In May 2012, although he was then a long-standing member of the Labour Party, Hodges voted for the Conservative Boris Johnson in the London Mayoral elections, lauding him as a "unifying figure" over his former boss Ken Livingstone whom he saw as "divisive" and "a disgrace", adding that "London needs someone who can speak for all of London, not just the balkanized segments whose votes he craves". However, Hodges still voted for Labour London Assembly candidates.

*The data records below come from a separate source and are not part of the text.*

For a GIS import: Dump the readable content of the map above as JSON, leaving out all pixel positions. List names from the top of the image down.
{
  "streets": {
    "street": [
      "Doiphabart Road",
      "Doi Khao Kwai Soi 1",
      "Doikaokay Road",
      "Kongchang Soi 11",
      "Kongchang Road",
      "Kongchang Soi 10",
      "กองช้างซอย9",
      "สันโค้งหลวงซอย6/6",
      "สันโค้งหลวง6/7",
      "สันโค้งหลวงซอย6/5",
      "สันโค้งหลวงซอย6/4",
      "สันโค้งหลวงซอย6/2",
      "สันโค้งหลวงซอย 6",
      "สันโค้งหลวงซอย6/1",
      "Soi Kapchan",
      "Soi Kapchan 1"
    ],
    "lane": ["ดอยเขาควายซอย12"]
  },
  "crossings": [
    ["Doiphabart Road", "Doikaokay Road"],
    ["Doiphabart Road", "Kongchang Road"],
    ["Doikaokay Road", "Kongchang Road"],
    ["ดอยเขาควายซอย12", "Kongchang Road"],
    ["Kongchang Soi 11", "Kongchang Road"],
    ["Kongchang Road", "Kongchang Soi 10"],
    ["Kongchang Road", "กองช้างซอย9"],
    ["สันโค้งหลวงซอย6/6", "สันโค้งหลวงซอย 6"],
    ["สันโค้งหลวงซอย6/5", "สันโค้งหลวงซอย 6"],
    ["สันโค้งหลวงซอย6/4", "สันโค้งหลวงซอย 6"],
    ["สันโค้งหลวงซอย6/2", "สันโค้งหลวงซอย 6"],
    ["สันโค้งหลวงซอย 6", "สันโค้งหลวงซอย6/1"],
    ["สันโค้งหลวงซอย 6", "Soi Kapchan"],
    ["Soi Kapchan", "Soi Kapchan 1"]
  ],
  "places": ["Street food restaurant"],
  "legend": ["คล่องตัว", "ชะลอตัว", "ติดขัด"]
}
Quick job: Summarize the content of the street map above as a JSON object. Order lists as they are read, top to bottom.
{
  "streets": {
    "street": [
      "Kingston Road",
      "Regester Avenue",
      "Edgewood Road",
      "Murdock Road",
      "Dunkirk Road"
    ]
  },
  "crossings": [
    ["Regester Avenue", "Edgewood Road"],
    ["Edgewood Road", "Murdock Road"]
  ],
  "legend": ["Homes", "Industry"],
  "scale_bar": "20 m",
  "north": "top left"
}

Following the House of Commons vote on 29 August 2013 against possible military involvement in the Syrian civil war, and objecting to Ed Miliband's conduct, Hodges left the Labour Party. Hodges rejoined the Labour Party in July 2015 and supported Yvette Cooper for the Labour leadership, strongly opposing Jeremy Corbyn's candidacy. Hodges announced his resignation from the Labour Party a second time in a December 2015 op-ed for The Daily Telegraph, accusing party members of abuse and intimidation against Labour MPs.

==Other views==
Hodges has expressed support for the government censoring whistleblowers who are spreading "information highly detrimental to the UK national interest". In early 2025, Hodges faced backlash for comments on social media concerning the war in Gaza. He asserted that no British taxpayer money should be used for reconstruction "until every Hamas terrorist is either dead or in jail". When pressed about whether the consequences for civilians, including "hundreds of thousands of children", would be that they would "go to hell", he replied: "Yes, basically." Critics accused him of endorsing collective punishment and war crimes. A British lawyer warned the comments might breach UK law, including the Public Order Act and the International Criminal Court Act 2001.

==Other work==
Hodges is a wargame designer. His first game design was Where There Is Discord: War in the South Atlantic which is about the Falklands War. In November 2015, Hodges' first book, One Minute To Ten, was published by Penguin Books. It focuses on the three party leaders Cameron, Miliband, and Clegg, and the effect the 2015 general election had on their lives.

==Personal life==
In February 1992, Hodges lost the sight of his left eye when trying to stop a fight in a bar. Hodges married Michelle di Leo in 2003, after meeting her at a Labour Party Conference in 1999. He lives in Blackheath with his wife and children.